A human finger 4 hrs after topical application of Ameluz. The pO₂ was modulated by strangling the finger with rubber band, and subsequent release. The DF time-gated images are shown in a log scale to accommodate for the large dynamic range. The exp2 fit model was used to calculate the pO₂* images.
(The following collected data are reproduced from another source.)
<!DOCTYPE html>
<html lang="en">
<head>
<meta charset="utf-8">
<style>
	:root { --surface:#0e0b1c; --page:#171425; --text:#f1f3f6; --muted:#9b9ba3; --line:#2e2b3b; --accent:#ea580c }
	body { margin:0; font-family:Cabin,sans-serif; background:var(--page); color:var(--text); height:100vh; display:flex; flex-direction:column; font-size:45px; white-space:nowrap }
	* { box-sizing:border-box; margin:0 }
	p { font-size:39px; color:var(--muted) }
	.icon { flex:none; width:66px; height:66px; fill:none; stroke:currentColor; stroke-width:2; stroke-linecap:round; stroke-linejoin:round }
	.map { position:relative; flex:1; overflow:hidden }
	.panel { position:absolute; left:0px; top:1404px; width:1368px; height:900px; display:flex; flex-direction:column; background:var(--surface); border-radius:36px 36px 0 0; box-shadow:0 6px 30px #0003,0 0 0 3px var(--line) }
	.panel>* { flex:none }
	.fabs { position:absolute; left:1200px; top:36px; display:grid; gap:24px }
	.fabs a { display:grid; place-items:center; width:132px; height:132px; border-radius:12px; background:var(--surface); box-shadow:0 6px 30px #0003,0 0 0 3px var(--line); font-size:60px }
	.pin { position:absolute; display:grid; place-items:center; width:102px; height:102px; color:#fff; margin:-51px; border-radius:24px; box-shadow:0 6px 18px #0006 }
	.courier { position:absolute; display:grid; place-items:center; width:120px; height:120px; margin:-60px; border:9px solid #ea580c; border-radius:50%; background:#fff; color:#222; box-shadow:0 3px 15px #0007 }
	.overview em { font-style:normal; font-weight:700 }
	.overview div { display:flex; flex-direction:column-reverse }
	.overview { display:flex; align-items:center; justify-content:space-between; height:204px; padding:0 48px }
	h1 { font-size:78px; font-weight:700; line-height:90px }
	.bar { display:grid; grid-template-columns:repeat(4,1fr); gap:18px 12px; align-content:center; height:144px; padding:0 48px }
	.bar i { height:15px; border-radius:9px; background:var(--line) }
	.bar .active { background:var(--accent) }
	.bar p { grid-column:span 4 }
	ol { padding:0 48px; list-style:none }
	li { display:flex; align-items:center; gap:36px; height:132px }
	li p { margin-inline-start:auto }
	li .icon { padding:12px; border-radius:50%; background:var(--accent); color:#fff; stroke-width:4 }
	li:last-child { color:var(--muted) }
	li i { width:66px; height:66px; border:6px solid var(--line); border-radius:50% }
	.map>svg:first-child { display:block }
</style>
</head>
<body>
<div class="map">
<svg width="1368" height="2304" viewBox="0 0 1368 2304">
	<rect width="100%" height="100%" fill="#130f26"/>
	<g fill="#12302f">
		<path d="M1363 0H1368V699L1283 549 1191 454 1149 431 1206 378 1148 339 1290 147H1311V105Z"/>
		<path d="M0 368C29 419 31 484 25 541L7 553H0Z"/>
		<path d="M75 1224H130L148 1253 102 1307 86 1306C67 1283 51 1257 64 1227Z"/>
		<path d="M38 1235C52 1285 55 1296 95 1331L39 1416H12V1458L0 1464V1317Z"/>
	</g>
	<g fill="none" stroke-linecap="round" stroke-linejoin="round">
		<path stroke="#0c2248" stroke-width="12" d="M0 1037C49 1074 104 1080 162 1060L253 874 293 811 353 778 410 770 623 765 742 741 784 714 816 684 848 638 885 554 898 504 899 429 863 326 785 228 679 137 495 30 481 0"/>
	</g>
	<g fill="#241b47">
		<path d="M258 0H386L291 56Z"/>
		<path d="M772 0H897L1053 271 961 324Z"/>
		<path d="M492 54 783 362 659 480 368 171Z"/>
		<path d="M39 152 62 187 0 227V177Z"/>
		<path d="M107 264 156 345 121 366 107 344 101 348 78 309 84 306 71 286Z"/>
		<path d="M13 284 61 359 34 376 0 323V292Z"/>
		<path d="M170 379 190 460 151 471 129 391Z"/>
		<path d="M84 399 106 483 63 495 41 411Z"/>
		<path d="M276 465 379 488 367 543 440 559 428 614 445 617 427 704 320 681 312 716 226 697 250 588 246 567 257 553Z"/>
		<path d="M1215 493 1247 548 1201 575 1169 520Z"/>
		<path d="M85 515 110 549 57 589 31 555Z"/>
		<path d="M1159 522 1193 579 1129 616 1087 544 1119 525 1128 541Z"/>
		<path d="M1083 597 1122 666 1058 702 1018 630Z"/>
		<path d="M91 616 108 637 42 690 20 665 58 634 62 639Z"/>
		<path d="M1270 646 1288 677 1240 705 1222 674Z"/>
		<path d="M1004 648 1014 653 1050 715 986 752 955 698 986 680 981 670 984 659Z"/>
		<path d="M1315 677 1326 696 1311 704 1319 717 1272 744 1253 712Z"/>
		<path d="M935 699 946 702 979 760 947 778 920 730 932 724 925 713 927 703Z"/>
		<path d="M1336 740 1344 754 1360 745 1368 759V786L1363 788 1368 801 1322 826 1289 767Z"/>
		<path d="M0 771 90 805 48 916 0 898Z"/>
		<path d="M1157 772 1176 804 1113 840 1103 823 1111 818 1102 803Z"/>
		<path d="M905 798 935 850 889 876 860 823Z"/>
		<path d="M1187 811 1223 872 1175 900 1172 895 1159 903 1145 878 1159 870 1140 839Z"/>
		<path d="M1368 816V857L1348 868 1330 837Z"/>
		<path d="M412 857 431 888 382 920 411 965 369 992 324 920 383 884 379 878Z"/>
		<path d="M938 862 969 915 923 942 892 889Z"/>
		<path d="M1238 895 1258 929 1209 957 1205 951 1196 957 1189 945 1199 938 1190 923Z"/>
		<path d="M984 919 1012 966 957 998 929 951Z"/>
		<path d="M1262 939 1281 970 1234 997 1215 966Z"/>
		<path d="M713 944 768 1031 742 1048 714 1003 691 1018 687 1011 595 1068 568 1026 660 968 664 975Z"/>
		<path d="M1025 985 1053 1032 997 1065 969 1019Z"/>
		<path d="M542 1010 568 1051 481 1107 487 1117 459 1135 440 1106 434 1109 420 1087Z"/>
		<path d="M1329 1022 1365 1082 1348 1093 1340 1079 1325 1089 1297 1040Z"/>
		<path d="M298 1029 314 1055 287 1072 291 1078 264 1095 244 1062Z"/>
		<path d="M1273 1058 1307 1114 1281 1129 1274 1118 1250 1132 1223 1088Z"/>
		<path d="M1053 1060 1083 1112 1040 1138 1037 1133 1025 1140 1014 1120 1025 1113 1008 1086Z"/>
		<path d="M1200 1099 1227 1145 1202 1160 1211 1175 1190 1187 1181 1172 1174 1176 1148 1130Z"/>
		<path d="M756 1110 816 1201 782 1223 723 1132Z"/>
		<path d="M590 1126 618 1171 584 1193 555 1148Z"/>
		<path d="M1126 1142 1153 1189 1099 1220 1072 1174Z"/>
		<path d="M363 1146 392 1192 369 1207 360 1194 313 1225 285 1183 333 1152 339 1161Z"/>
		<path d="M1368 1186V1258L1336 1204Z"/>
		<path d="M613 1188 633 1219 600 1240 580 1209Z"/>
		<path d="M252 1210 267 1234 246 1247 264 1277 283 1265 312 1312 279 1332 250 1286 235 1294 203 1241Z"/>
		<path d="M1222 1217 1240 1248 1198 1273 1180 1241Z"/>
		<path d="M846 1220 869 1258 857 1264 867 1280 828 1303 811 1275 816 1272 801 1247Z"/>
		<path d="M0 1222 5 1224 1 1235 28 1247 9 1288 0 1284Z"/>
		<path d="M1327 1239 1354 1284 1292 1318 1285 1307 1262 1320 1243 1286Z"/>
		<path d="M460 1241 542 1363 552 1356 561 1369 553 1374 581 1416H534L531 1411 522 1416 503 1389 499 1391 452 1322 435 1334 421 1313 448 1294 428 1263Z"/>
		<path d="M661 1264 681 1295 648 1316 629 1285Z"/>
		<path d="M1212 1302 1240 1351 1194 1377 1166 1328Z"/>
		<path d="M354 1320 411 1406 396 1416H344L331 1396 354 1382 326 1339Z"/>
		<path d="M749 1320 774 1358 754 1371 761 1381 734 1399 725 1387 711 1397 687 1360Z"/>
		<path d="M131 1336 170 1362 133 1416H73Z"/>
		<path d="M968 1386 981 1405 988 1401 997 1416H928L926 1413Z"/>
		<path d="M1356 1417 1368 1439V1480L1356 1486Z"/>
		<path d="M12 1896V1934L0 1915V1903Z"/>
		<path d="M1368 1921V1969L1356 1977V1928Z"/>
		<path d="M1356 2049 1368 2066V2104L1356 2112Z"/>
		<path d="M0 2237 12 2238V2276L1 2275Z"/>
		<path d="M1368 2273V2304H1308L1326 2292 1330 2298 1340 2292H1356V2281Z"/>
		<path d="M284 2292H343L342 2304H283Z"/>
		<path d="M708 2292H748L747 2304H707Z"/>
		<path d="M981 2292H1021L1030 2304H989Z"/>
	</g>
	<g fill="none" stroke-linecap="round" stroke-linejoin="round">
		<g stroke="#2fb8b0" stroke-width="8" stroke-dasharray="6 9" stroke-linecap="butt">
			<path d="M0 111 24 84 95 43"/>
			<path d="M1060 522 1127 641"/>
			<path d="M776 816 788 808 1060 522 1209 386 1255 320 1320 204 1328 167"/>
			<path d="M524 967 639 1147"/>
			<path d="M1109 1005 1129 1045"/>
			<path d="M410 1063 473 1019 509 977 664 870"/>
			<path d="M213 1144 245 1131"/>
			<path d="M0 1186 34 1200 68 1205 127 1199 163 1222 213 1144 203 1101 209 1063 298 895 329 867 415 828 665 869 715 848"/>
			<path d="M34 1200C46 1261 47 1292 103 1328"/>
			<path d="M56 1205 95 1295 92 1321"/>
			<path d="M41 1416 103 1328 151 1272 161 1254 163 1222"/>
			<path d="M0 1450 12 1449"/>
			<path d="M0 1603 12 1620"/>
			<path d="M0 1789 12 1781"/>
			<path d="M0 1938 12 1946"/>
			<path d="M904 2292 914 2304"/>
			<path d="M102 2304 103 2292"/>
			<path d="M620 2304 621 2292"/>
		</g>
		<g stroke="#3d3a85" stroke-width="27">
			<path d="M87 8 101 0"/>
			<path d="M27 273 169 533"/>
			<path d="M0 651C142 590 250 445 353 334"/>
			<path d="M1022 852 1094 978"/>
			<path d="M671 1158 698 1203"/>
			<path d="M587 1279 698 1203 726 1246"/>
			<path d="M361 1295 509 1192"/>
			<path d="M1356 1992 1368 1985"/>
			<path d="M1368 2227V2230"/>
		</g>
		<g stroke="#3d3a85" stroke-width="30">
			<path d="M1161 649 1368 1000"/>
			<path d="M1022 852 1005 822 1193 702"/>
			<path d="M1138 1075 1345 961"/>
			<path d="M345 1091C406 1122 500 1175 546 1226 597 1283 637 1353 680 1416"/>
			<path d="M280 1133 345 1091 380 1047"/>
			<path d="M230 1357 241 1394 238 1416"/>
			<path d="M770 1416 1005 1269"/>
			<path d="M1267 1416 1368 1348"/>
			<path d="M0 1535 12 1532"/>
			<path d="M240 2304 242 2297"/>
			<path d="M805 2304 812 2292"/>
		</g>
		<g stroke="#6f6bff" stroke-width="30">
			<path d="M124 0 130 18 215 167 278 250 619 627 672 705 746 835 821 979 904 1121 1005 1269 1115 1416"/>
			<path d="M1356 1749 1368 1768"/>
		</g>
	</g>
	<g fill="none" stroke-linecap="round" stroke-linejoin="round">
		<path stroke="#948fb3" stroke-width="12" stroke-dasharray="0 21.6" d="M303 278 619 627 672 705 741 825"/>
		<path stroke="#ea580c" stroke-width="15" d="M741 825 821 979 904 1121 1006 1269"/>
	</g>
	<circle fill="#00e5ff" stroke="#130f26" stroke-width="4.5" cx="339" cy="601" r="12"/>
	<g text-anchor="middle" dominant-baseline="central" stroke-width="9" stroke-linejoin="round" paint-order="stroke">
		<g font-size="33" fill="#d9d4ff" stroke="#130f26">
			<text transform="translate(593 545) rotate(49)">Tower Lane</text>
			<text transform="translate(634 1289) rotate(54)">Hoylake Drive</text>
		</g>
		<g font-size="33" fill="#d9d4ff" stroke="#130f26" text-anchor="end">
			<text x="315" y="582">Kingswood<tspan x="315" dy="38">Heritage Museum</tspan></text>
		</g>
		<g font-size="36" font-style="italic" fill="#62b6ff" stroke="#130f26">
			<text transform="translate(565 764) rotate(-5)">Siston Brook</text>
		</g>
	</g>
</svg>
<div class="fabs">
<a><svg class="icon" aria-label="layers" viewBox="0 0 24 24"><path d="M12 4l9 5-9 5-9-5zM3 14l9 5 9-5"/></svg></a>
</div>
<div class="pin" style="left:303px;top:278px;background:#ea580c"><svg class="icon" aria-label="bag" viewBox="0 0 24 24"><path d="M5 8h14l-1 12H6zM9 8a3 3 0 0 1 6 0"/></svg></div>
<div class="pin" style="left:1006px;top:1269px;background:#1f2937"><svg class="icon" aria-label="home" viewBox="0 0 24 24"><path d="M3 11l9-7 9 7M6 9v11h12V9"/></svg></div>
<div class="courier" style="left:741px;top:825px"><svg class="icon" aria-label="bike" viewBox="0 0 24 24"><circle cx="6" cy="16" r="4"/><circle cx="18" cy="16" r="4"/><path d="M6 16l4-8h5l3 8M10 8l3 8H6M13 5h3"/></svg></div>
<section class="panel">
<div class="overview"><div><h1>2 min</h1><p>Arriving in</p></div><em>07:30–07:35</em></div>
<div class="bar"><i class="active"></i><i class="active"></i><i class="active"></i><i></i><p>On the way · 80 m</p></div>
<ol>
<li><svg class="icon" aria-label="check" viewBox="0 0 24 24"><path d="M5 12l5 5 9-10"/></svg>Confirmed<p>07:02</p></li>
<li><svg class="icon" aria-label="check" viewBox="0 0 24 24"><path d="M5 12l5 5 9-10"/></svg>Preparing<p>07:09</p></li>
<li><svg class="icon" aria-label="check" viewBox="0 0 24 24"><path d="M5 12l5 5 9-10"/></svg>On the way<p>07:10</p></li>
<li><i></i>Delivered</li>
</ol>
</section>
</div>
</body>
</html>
The graph on the right shows comparison of DF kinetics from the central and peripheral area of the investigated spot.

Figure 7:

PF-lifetime-based imaging of PpIX photobleaching in mouse skin after application of Ameluz. (a) PF lifetime image of three spots before and after 50 J/cm² PDT (100 mW/cm²) was delivered to the central spot only. (b) Normalized PF kinetics from another mouse during PDT irradiation in the range 0–50 J/cm² with a 10 J/cm² increment. (c) Development of PF lifetime, normalized PF intensity, and relative contribution of the fast PF component as a function of radiant exposure during PDT. (d) Normalized PF spectra as a function of radiant exposure during PDT.